On August 6, The Joshua Wilson Brain Tumour Charity, whose mission is to “give help and hope to children and their families who have brain tumors and post surgery disabilities,” will hold a charity tandem skydive to raise money for the organization. In 2004, Joshua Wilson was three years old when he was diagnosed with a brain stem tumor. Surgery to remove the tumor left Josh with several post-surgery disabilities, including epilepsy, scoliosis, chest problems and a brain injury, which proved to be a costly and emotional challenge for Josh’s parents, Dawn and Colin.
In 2013, the family founded The Joshua Wilson Brain Tumour Charity in an effort to give back.
That same year, Josh was told several times that he had only 48 hours to live. Josh, nicknamed SuperJosh, defied all expectations, turning 14 in August of 2014, but unfortunately passed away in November. “Josh was 14 and put more smiles on faces than I could ever in a full lifetime. The work that Josh and his mum have carried out through the charity is incredible and has helped so many other people,” said Sacha Lord-Marchionne, a patron of the charity after Josh passed. “Probably the biggest honour in my life, was when Josh’s mum, Dawn, asked me to become patron of the charity.“
“I was lucky enough to celebrate his 14th birthday with him. It was incredible to see so many people come together.”
The Joshua Wilson Brain Tumour Charity has raised £450,000 and aided more than 1,490 cancer patients since Josh’s passing. The 14,000 foot tandem skydive will take place over the breathtaking Lake District, a mountainous region in North West England. “It’s something that’s been on my bucket list for a while, but I never got round to working up the courage till now. Thinking of the money raised, and the help this can provide to the families that SuperJosh support is what pushed me over the edge, literally,” says Adam, one of the divers.

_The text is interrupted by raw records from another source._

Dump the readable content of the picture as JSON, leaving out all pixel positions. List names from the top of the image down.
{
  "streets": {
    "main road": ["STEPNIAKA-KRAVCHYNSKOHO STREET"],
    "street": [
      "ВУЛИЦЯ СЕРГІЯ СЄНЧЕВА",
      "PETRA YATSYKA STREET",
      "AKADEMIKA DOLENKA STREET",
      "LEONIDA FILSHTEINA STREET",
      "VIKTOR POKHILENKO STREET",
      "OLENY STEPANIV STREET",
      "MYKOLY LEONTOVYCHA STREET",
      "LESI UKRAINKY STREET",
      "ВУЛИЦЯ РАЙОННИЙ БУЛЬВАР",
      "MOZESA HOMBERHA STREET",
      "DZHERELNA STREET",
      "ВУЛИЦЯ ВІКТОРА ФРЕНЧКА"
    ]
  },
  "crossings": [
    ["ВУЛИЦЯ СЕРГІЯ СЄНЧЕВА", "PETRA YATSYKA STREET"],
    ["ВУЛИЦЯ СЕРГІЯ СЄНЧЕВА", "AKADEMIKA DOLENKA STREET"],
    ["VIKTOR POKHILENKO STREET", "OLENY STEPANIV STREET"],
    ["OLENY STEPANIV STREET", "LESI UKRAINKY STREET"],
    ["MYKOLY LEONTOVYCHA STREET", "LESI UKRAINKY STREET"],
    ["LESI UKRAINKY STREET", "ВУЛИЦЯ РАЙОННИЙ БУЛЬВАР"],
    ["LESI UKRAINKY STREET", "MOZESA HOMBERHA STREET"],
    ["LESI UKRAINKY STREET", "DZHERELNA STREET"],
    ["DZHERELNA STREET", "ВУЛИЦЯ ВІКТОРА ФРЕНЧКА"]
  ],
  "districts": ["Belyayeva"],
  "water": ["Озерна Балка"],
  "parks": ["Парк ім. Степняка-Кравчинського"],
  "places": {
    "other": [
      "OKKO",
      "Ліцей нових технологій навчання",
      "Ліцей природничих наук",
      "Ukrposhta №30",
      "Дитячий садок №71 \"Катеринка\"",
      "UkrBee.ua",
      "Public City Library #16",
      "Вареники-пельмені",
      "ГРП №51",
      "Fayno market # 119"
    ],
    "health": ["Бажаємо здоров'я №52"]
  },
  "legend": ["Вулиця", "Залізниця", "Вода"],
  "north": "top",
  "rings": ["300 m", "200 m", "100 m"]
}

The charity helps in a variety of ways, including giving families grants for travel and hospital expenses and providing specialist equipment and home renovations, such as ceiling track hoists and through-floor lifts. The organization also treats families to vacations after chemotherapy and donates Xbox’s, TVs and iPads to cancer hospitals. Sir Peter Martin Fahy said, “Some people make a huge impact in a short life and change the attitudes of many others and Josh was one of those people.”
“He challenged your view of mental and physical disability because of his great love for life and the way he reacted to things around him,” said Sir Peter Martin Fahy, former Chief Constable of Greater Manchester Police. The money raised through the skydive will also help a local child purchase an electronic drum set to relieve stress and frustration. The boy’s mother told the charity, “You have made our son’s year. He is music crazy and now has an outlet to help with his emotions. We really can’t thank you enough, it doesn’t seem enough thank you.”
The Jump4Josh tandem skydive will take place at Skydive Northwest at the Cark Airfield in Flookburgh on August 6.